米例外主義は多極世界に適応できるのか

アレクセイ・ヨルスチ

アレクセイ・ヨルスチ

アメリカの例外主義は、グローバリゼーションに適応するのがますます難しくなっている。その一方で、新しい多極世界は、旧来のアプローチを見直し、新たなそれを模索しなければならなくなっている。

 アメリカの例外主義は、イデオロギーの支柱の一つであり、外交の主な伝統の一つだが、多極世界に適合するのは極めて難しい。例外主義こそが、アメリカが多極世界の現実を受け入れられない理由であり、自国の主導権に対する信奉、そして自国の国際関係への“関与”に対する信奉をやめられない理由だと言える。

 

アメリカこそが最高、最先端 

 例外主義とは、アメリカが最高かつ最先端であって、進歩的かつ“人類に優しい”社会政治システムを構築したという仮定だ。それは、最高の統治システム、人類そして市民の自由を守るためのシステム、また中心に個人、その自由、権利、利益を置くシステムである。

 歴史的には、18世紀末から19世紀初めの条件のもとでは、実際にその通りだった。これによって例外主義が、その後のアメリカの孤立主義的政策(20世紀半ばまで)のイデオロギー基盤となった。

 というのは、イデオロギー面でアメリカに非友好的なヨーロッパ帝国が世界を支配した時、例外的なアメリカのシステムやその生活様式を維持することが難しくなったからだ。

 

例外主義が外交に現れると 

 アメリカが国際的な外交政策を展開するようになると、例外主義は、アメリカの主導権に対する信奉のイデオロギー的基盤となった。アメリカが、多極世界の一中心国として、国際社会に対等な立場で参加した例がないのは当然だ。

 アメリカは18世紀、19世紀、20世紀前半には、自分に“無関係な”国際社会には参加しないという姿勢を貫いていたが、20世紀後半から21世紀初めには、アメリカ独自のアプローチで国際社会をつくるという姿勢に方向転換した。

 この理由も同じ例外主義だ。例外主義は対等な対話を許さず、アメリカを一中心国に貶めることを許さない。そして、多極世界のシステムに同等の立場で参加して、世界の政治、経済その他の問題を決定し、議題を決め、多数の当事者が国際社会を創設し、運営していくことを許容しないのだ。自分以外の国は、世界最高のシステムと世界最新の生活様式を兼ね備えていない、世界的価値の普及の先駆けでもない。そんな国が主導できるわけがない、と。

 だから、例外主義は、アメリカが何らかの国際プロセスにおいて主導できる、あるいはそのプロセスに一切参加しないでいられる理由である。対等な立場での参加という選択肢は存在しない。

 また、現在の世界情勢では、例外主義はアメリカを、民主主義を広め、民主主義国家とそれ以外に世界のすべての国々を二分するように駆り立てている。

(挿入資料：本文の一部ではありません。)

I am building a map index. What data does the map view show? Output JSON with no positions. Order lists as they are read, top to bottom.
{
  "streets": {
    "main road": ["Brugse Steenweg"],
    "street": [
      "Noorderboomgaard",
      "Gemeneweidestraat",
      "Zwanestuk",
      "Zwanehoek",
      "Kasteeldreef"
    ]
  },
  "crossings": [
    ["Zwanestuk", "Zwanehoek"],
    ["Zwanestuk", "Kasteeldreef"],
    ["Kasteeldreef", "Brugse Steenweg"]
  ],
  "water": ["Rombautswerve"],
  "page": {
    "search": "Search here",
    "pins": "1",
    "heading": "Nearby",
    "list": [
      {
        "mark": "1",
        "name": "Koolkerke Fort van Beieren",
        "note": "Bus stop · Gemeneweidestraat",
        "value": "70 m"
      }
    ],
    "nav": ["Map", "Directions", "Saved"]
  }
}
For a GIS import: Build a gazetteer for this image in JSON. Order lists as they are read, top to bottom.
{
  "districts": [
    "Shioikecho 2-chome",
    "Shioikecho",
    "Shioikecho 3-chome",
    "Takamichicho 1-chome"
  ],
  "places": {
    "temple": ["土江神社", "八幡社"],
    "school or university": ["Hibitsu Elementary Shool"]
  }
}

アメリカの外交政策において、非民主主義国家の役割と地位は昔から低い。

 

多極世界との根本的矛盾 

 しかしながら問題は、主導権に対する信奉も、イデオロギー的な外交政策も、多極世界には合わないということだ。アメリカは今や、ロシア、中国、インド、その他の国の助けなしには、いわんやそれらの国の意見を無視しては、重要な国益を効率的に実現することはできない。そんな状況にあって、自分が世界を導くという主導権だけが、唯一受け入れ可能な外交形態であり、孤立主義に代わり得る唯一の選択肢であるという考え方は――つまり、イデオロギー的なメシア信仰は――もはや逆効果になりつつある。

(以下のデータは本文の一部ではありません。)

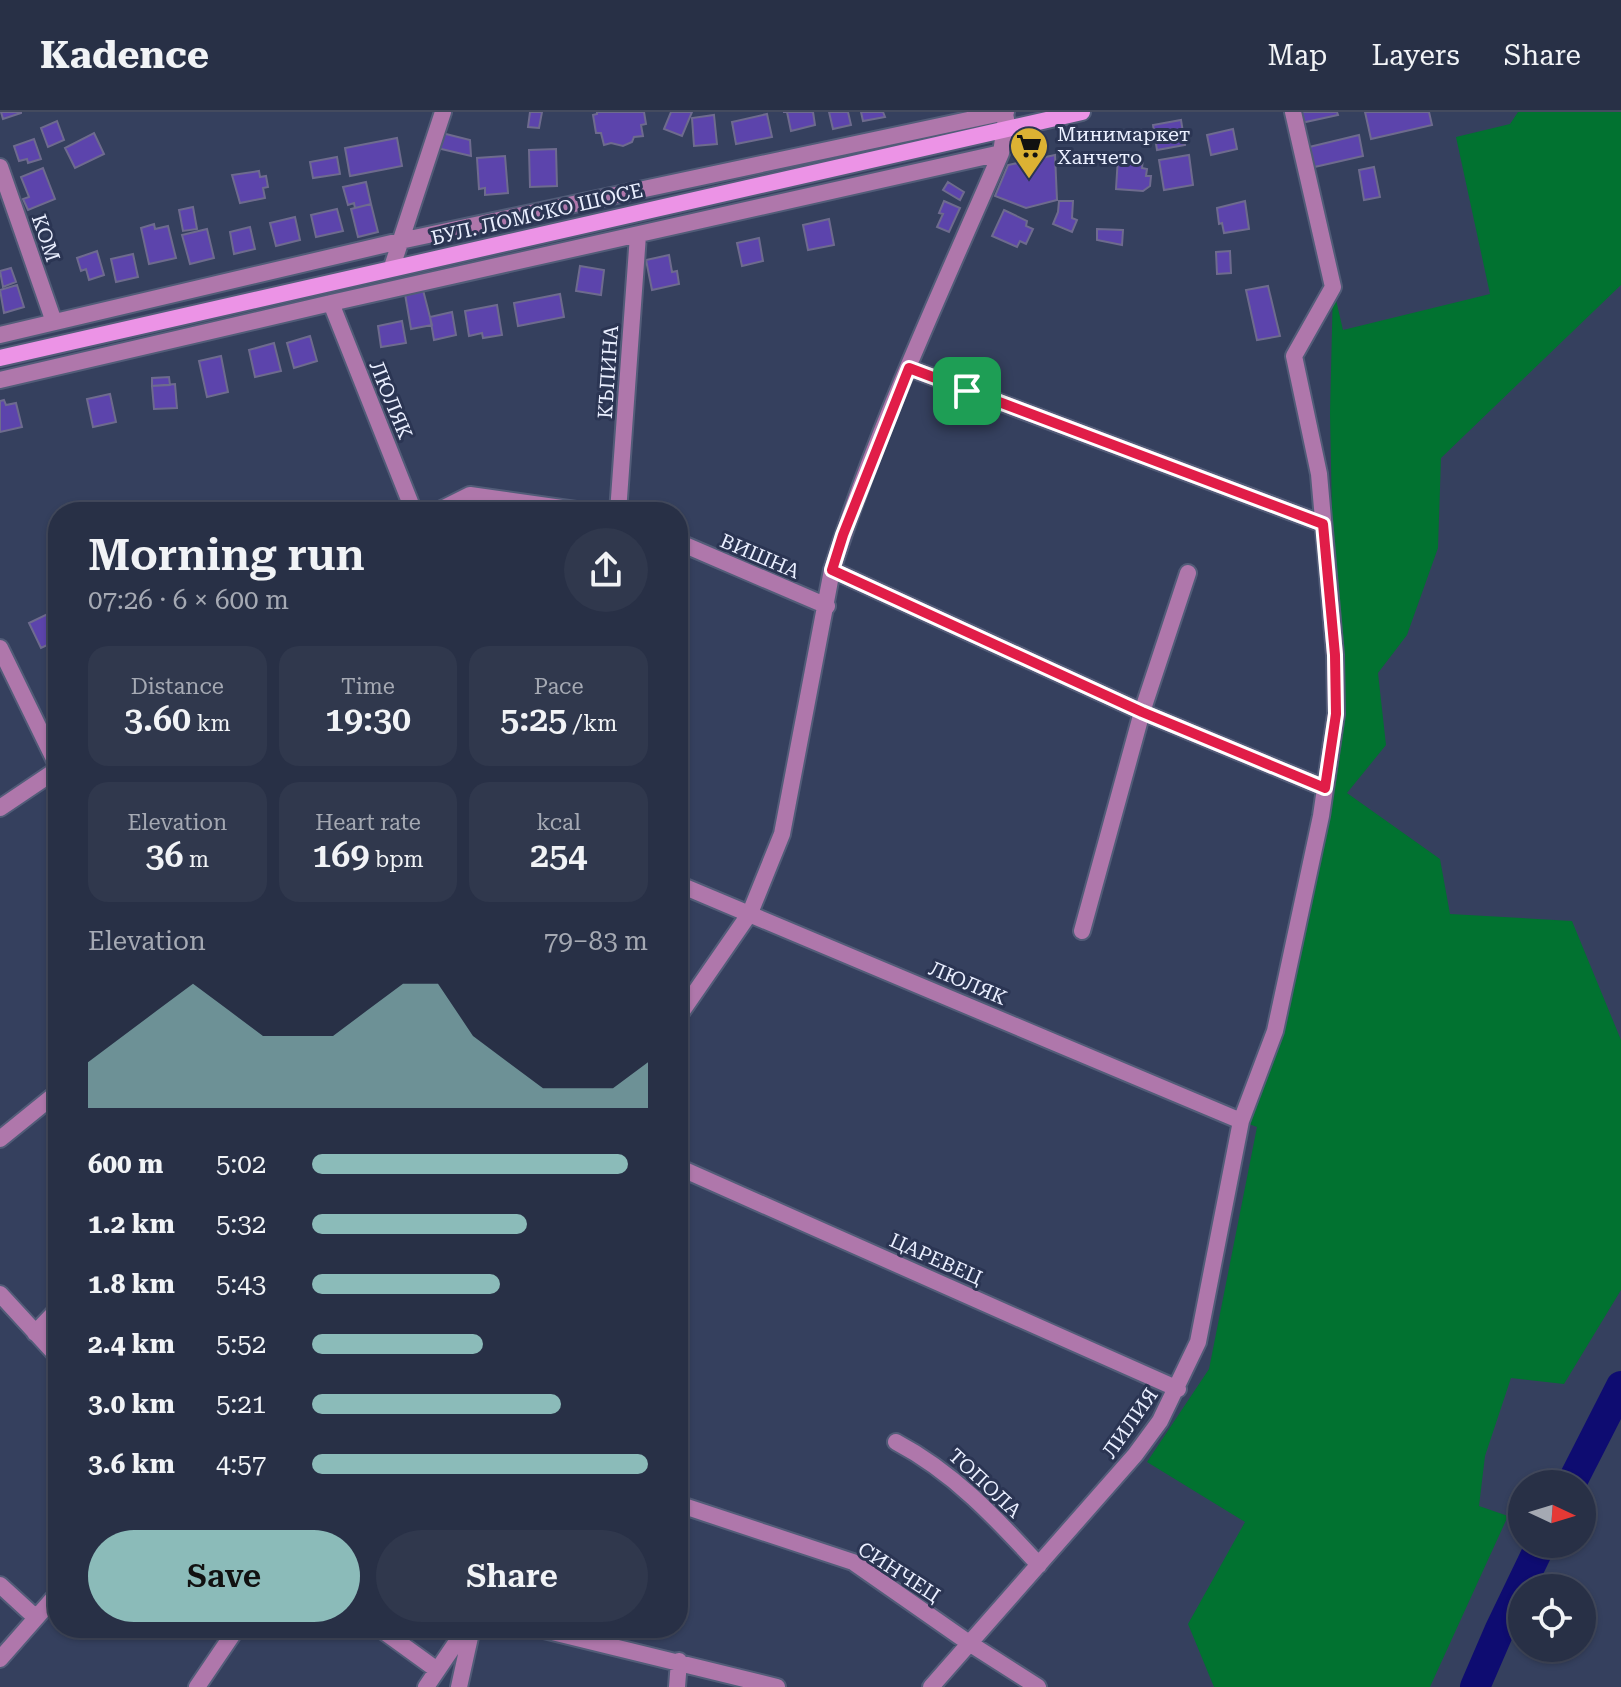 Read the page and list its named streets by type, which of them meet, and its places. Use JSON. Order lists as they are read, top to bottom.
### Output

 これこそが、ロシアや中国などの非西側勢力とアメリカの関係における問題の最大の原因であり、アメリカの外交判断力の深刻な危機の原因でもある。だから、ここでも主たる原因はやはり、例外主義だということになる。例外主義がアメリカの外交哲学の基礎であり続けている間は、アメリカと、その主導権と価値観の普遍 性を認めない他の国々との間の問題が、解決することはない。

 だから、アメリカが、少なくとも今のところ、例外主義のコンセプトから抜けられないでいる状況にこそ問題があるのだ。アメリカやアメリカ人のアイデンティティにおいて、例外主義が核をなしているため、それを棄てれば、アメリカはアメリカを失ってしまう。

 ここにどのような打開策があるのかは、今のところわからない。遅かれ早かれ、アメリカはこれまでと同様、自国を例外的な国家と見なせるような何かを見つけなければいけなくなりそうだ。主導権と孤立主義と対等な協力関係のはざまに――。だが、この変化には時間が必要だし、容易なことではない。

 

ロシア、中国、日本、インドの例外主義は単なる文化的独自性 

 アメリカ以外の国の例外主義についていえば、それは、あからさまにイデオロギー的性格を帯び、実際独自のイデオロギーを核としているアメリカのそれとは、根本的に異なる。ロシア、中国、日本、インドの例外主義は、文化的独自性に存し、単に他とは異なるというだけだ。決して自分たちを最高で最先端と特別視するものではない。

 他のすべての国の“例外主義”が、自国の発展モデルを他国に押し付けようとしない、独自性を強調するだけのものだとしたら、アメリカのそれは逆に、同国の別のイデオロギー的支柱である普遍主義と不可分だ。その普遍主義によると、アメリカは、自国のみならず世界の価値観を持つ国である。なぜなら、アメリカの例外的性格は、この国が最高であらゆるシステムに適応できるものを最初に創った国だという点に存するからだ。

 しかし、他の国の例外主義は、互いに受け入れることができるし、新たに生じた多極主義ともよく合っている。アメリカ以外のどの国も、自国が最高で最先端だとは主張していない。